>>>

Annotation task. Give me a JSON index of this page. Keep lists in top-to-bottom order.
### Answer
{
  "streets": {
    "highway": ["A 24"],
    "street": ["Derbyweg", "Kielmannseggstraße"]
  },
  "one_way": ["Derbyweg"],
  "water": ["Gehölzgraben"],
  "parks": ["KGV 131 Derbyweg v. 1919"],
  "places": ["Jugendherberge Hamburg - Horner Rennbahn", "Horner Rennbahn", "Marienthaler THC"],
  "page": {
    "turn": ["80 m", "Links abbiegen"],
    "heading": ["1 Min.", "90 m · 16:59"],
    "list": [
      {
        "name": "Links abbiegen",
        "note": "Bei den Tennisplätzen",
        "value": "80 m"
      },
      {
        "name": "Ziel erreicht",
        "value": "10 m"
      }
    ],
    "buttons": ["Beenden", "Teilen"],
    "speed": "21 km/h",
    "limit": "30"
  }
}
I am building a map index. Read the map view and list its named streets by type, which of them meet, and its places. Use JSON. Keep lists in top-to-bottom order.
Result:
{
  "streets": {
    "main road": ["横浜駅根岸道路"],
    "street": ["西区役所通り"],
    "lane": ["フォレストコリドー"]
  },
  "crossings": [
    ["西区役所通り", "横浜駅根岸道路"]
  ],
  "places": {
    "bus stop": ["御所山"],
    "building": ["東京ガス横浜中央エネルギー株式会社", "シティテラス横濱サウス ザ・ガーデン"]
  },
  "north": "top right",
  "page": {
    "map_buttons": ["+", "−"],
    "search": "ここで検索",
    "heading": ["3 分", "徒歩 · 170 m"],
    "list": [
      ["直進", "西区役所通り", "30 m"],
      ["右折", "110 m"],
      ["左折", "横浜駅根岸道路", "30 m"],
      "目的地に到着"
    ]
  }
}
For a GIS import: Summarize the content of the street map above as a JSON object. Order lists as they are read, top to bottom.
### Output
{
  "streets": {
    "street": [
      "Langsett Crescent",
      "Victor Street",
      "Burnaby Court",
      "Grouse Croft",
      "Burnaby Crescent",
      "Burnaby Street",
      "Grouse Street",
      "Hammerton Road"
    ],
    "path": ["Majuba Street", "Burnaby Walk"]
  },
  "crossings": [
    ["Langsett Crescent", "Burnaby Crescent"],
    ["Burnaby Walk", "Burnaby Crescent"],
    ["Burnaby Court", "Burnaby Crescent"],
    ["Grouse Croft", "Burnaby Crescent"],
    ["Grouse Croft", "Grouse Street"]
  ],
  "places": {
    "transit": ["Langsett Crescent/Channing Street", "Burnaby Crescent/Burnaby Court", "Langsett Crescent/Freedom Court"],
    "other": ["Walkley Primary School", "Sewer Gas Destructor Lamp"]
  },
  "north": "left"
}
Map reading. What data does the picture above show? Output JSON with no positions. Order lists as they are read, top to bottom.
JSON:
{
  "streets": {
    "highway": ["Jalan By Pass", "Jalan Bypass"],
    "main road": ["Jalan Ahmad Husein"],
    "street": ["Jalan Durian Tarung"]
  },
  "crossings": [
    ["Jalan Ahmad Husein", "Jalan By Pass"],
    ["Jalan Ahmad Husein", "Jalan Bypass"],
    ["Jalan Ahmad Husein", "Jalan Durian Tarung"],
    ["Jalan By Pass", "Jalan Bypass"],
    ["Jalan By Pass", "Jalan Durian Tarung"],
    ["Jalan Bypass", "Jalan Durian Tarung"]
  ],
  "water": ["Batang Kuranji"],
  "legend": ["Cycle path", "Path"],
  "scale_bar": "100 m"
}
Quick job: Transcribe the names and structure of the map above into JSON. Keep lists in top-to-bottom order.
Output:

<<<

* What the task asks *
Copy all of the data above, character for character.

* Answer box *
Annotation task. Give me a JSON index of this page. Keep lists in top-to-bottom order.
### Answer
{
  "streets": {
    "highway": ["A 24"],
    "street": ["Derbyweg", "Kielmannseggstraße"]
  },
  "one_way": ["Derbyweg"],
  "water": ["Gehölzgraben"],
  "parks": ["KGV 131 Derbyweg v. 1919"],
  "places": ["Jugendherberge Hamburg - Horner Rennbahn", "Horner Rennbahn", "Marienthaler THC"],
  "page": {
    "turn": ["80 m", "Links abbiegen"],
    "heading": ["1 Min.", "90 m · 16:59"],
    "list": [
      {
        "name": "Links abbiegen",
        "note": "Bei den Tennisplätzen",
        "value": "80 m"
      },
      {
        "name": "Ziel erreicht",
        "value": "10 m"
      }
    ],
    "buttons": ["Beenden", "Teilen"],
    "speed": "21 km/h",
    "limit": "30"
  }
}
I am building a map index. Read the map view and list its named streets by type, which of them meet, and its places. Use JSON. Keep lists in top-to-bottom order.
Result:
{
  "streets": {
    "main road": ["横浜駅根岸道路"],
    "street": ["西区役所通り"],
    "lane": ["フォレストコリドー"]
  },
  "crossings": [
    ["西区役所通り", "横浜駅根岸道路"]
  ],
  "places": {
    "bus stop": ["御所山"],
    "building": ["東京ガス横浜中央エネルギー株式会社", "シティテラス横濱サウス ザ・ガーデン"]
  },
  "north": "top right",
  "page": {
    "map_buttons": ["+", "−"],
    "search": "ここで検索",
    "heading": ["3 分", "徒歩 · 170 m"],
    "list": [
      ["直進", "西区役所通り", "30 m"],
      ["右折", "110 m"],
      ["左折", "横浜駅根岸道路", "30 m"],
      "目的地に到着"
    ]
  }
}
For a GIS import: Summarize the content of the street map above as a JSON object. Order lists as they are read, top to bottom.
### Output
{
  "streets": {
    "street": [
      "Langsett Crescent",
      "Victor Street",
      "Burnaby Court",
      "Grouse Croft",
      "Burnaby Crescent",
      "Burnaby Street",
      "Grouse Street",
      "Hammerton Road"
    ],
    "path": ["Majuba Street", "Burnaby Walk"]
  },
  "crossings": [
    ["Langsett Crescent", "Burnaby Crescent"],
    ["Burnaby Walk", "Burnaby Crescent"],
    ["Burnaby Court", "Burnaby Crescent"],
    ["Grouse Croft", "Burnaby Crescent"],
    ["Grouse Croft", "Grouse Street"]
  ],
  "places": {
    "transit": ["Langsett Crescent/Channing Street", "Burnaby Crescent/Burnaby Court", "Langsett Crescent/Freedom Court"],
    "other": ["Walkley Primary School", "Sewer Gas Destructor Lamp"]
  },
  "north": "left"
}
Map reading. What data does the picture above show? Output JSON with no positions. Order lists as they are read, top to bottom.
JSON:
{
  "streets": {
    "highway": ["Jalan By Pass", "Jalan Bypass"],
    "main road": ["Jalan Ahmad Husein"],
    "street": ["Jalan Durian Tarung"]
  },
  "crossings": [
    ["Jalan Ahmad Husein", "Jalan By Pass"],
    ["Jalan Ahmad Husein", "Jalan Bypass"],
    ["Jalan Ahmad Husein", "Jalan Durian Tarung"],
    ["Jalan By Pass", "Jalan Bypass"],
    ["Jalan By Pass", "Jalan Durian Tarung"],
    ["Jalan Bypass", "Jalan Durian Tarung"]
  ],
  "water": ["Batang Kuranji"],
  "legend": ["Cycle path", "Path"],
  "scale_bar": "100 m"
}
Quick job: Transcribe the names and structure of the map above into JSON. Keep lists in top-to-bottom order.
Output:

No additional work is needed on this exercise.